Sejuta tanya menyeruak dalam benak kita. Ada apa ini ?. Kenapa ini bisa terjadi?.
Maka kemudian bermunculanlah berbagai analisa dan argumen dari bibir-bibir sombong kita, seakan kita tahu untuk menakar pikiran Allah. Bahwa semua itu adalah azab, hukuman dan cobaan Allah terhadap manusia-manusia yang durhaka kepada Allah. Dari mimbar khotbah jum’at, ceramah-cermah dan tulisan-tulisan, khatib-khatib dan da’i-da’i segera saja dengan semangat 45 membombardir otak kita dengan berbagai ungkapan seakan-akan kita ini adalah orang-orang pesakitan yang sedang duduk kecut didepan hakim yang sedang membentak-bentak kita. Kamu salah..., kamu durhaka..., kamu makan harta anak yatim..., kamu makan harta haram..., kamu melakukan yang tidak kamu ketahui..., kamu melakukan bid’ah..., kamu durhaka kepada orag tua..., kamu..., kamu...!. Sehingga pulang-pulang otak kita dibuat nanar dan nelangsa...
Misalnya, gempa yang terjadi di Sumbar baru-baru ini dengan gagah berani ada yang menggatuk-gatukkannya untuk disesuai dengan surat 17: ayat 16, karena gempa tersebut bertepatan dengan jam 17:16.
"Dan jika Kami hendak membinasakan suatu negeri, maka Kami perintahkan kepada orang-orang yang hidup mewah di negeri itu (supaya menta'ati Allah) tetapi mereka melakukan kedurhakaan dalam negeri itu, maka sudah sepantasnya berlaku terhadapnya perkataan (ketentuan Kami), kemudian Kami hancurkan negeri itu sehancur-hancurnya."
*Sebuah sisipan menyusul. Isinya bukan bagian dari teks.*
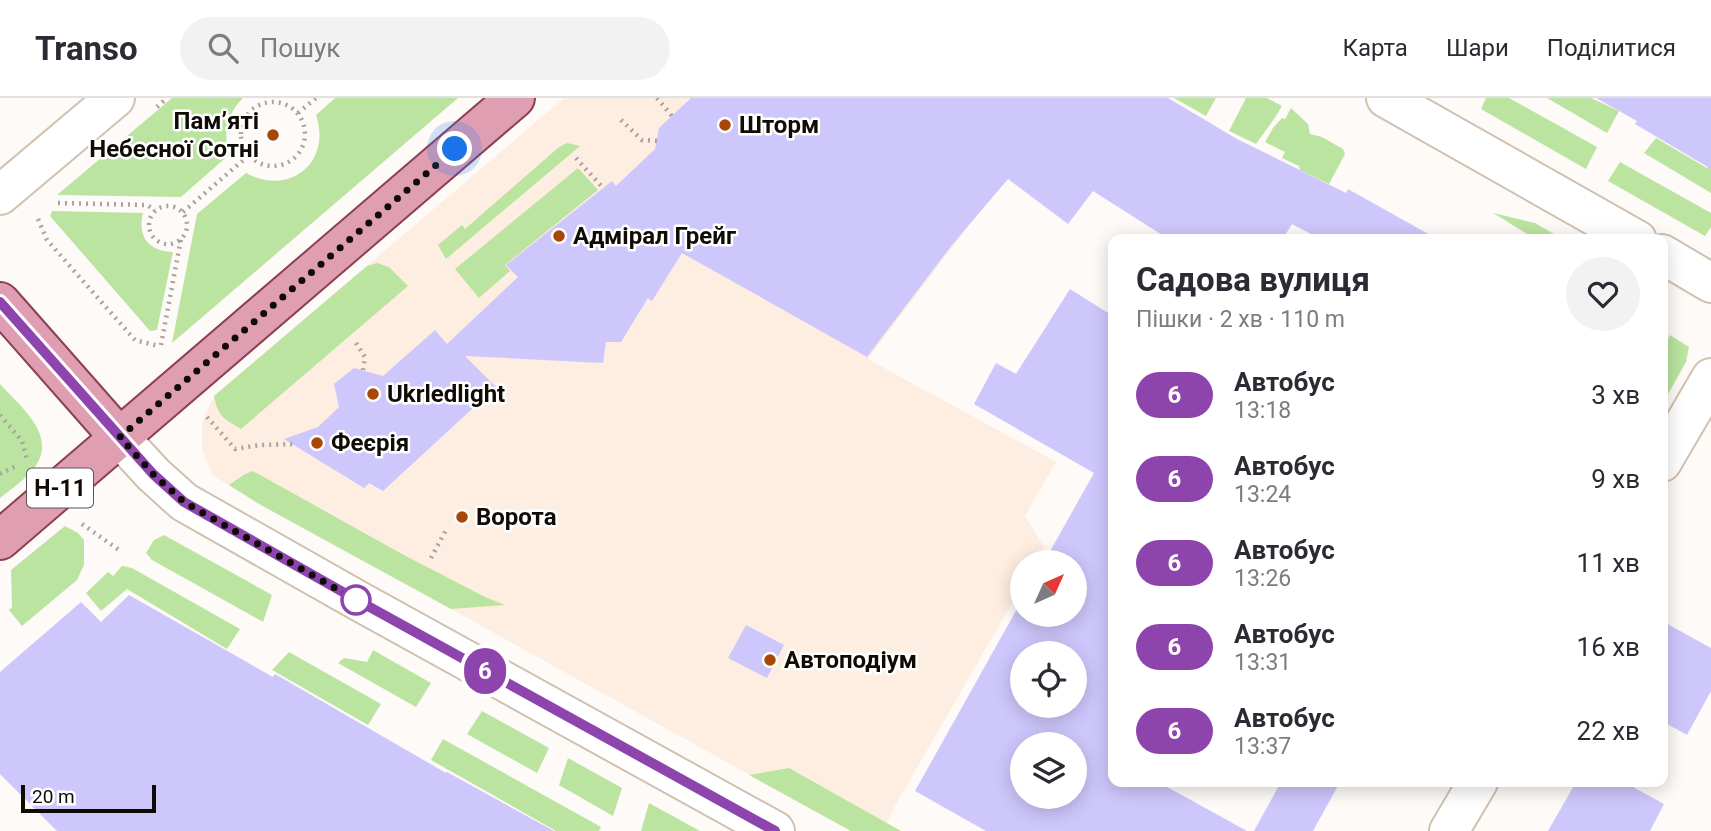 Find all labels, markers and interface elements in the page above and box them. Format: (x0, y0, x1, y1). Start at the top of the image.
search box (180, 17, 670, 80)
text: Transo (35, 29, 138, 68)
icon: search (204, 29, 242, 67)
text: Пошук (260, 33, 340, 63)
text: Карта (1342, 34, 1408, 62)
text: Шари (1446, 34, 1509, 62)
text: Поділитися (1547, 34, 1676, 62)
place label: Пам’яті Небесної Сотні (89, 107, 259, 163)
place label: Шторм (739, 111, 819, 139)
marker: Шторм (717, 117, 733, 133)
marker: Пам’яті Небесної Сотні (265, 127, 281, 143)
your location (437, 131, 472, 166)
place label: Адмірал Грейг (573, 222, 736, 250)
marker: Адмірал Грейг (551, 228, 567, 244)
button: heart (1566, 257, 1640, 331)
text: Садова вулиця (1136, 260, 1370, 299)
text: Пішки · 2 хв · 110 m (1136, 306, 1345, 333)
text: Автобус (1234, 367, 1335, 397)
place label: Ukrledlight (387, 380, 505, 408)
text: 3 хв (1591, 380, 1640, 410)
text: 6 (1168, 381, 1181, 409)
marker: Ukrledlight (365, 386, 381, 402)
text: 13:18 (1234, 397, 1291, 424)
place label: Феєрія (331, 429, 409, 457)
marker: Феєрія (309, 435, 325, 451)
text: Автобус (1234, 451, 1335, 481)
text: 9 хв (1591, 464, 1640, 494)
text: 6 (1168, 465, 1181, 493)
road number: Н-11 (27, 468, 93, 508)
text: 13:24 (1234, 481, 1291, 508)
place label: Ворота (476, 503, 557, 531)
marker: Ворота (454, 509, 470, 525)
text: Автобус (1234, 535, 1335, 565)
text: 11 хв (1577, 548, 1640, 578)
text: 6 (1168, 549, 1181, 577)
north arrow (1010, 550, 1087, 626)
map controls (1010, 550, 1087, 809)
text: 13:26 (1234, 565, 1291, 592)
unlabelled marker (341, 585, 371, 615)
text: Автобус (1234, 619, 1335, 649)
text: 16 хв (1577, 632, 1640, 662)
text: 6 (1168, 633, 1181, 661)
button: locate (1010, 641, 1087, 718)
place label: Автоподіум (784, 646, 917, 674)
line badge: 6 (462, 648, 508, 694)
text: 13:31 (1234, 649, 1291, 676)
marker: Автоподіум (762, 652, 778, 668)
text: 6 (478, 657, 492, 685)
text: Автобус (1234, 703, 1335, 733)
text: 22 хв (1577, 716, 1640, 746)
text: 6 (1168, 717, 1181, 745)
button: layers (1010, 732, 1087, 809)
text: 13:37 (1234, 733, 1291, 760)
scale bar (21, 782, 156, 814)
text: 20 m (32, 785, 75, 808)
Kemudian karena ada gempa susulan pada jam 17:38, maka itu kemudian ada pula orang yang berani menghubungkannya dengan surat 17: ayat 38. Gempa itu seakan terjadi karena mereka telah mengerjakan hal-hal seperti berikut:
17;22 : Syirik
17;23 : durhaka pada orang tua
17;26 : Boros, hak fakir miskin
17;31 : membunuh anak karena takut msikin
17;32 : Berzina
17;33 : Membunuh
17;34 : makan harta anak yatim
17;36 : mengikuti yg tdk diketahui
17;37 : sombong
Dimana "Semua kejahatan itu amat dibenci di sisi Tuhanmu”, sehingga menurut mereka, Allah perlu turun tangan untuk menurunkan gempa lagi pada jam 17:38.
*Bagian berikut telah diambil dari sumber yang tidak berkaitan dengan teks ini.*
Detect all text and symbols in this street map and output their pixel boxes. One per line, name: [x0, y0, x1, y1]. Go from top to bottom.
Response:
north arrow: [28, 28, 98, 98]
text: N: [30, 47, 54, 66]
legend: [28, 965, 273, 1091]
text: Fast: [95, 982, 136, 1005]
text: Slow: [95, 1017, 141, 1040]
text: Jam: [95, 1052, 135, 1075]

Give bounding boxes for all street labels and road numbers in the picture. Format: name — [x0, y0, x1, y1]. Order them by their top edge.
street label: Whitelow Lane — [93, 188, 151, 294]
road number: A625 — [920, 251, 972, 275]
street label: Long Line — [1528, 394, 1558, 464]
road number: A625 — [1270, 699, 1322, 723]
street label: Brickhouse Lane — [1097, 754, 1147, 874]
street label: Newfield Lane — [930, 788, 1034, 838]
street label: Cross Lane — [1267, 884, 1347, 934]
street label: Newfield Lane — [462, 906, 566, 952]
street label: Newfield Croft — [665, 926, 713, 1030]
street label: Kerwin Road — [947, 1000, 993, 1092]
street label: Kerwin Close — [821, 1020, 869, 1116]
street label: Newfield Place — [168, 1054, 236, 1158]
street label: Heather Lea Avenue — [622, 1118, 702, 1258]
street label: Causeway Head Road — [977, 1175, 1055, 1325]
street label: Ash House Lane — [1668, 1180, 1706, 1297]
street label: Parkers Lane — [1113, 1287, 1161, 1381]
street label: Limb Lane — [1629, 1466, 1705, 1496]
Dan kemudian disusul dengan gempa di Jambi pada jam 08:52 yang oleh orang telah dikaitkan pula dengan surat 8: ayat 52. "(keadaan mereka) serupa dengan keadaan Fir'aun dan pengikut-pengikutny a serta orang-orang yang sebelumnya. Mereka mengingkari ayat-ayat Allah, maka Allah menyiksa mereka disebabkan dosa-dosanya. Sesungguhnya Allah Maha Kuat lagi amat keras siksaan-Nya. " Entah sesuai dengan ayat mana lagi gempa-gempa susulan lain yang terjadi setelah itu.
Semuanya itu seakan-akan mengarah kepada suasana betapa pedihnya siksaan Allah terhadap manusia-manusia yang penuh dosa dan durhaka, serta pada orang-orang yang kurang ibadahnya dan kepatuhannya kepada Allah. Benar-benar terpuruk perasaan kita dibuatnya. Banyak pula kita yang bertanya-tanya didalam hati, bahwa tidakkah selama ini bangsa kita ini dikenal sebagai bangsa yang begitu kental dengan nuansa hidup beragamanya?. Bangsa yang begitu kental imannya kepada Allah?. Bangsa yang begitu rajin bergerak dari satu ibadah keibadah lainnya. Lalu kenapa bencana ini masih datang datang juga menjambangi bangsa ini seperti tiada hentinya?..
Dengan segala rasa takut seperti itu, kita seperti menumpuk dan menumpuk terus rasa takut kita kepada Allah dari waktu ke waktu. Tanpa kita sadari kita tambah memperkuat memori-memori lama kita tentang Allah yang telah diajarkan kepada kita dari tahun ketahun. Bahwa Allah akan menyiksa kita akibat dosa dan kedurhakaan kita kepada-Nya. Kita tarok didalam memori kita sosok Allah yang keras siksanya terhadap dosa-dosa kita. Allah yang tak kenal ampun terhadap kekeliruan-kekeliruan kita. Walaupun kita selalu dikenalkan dan selalu pula membaca tentang Ar Rahman, Ar Rahim, kemahapengasih dan kemahapenyayangan Allah, namun selalu saja sosok Angker Allah lah yang lebih dominan yang muncul didalam benak kita.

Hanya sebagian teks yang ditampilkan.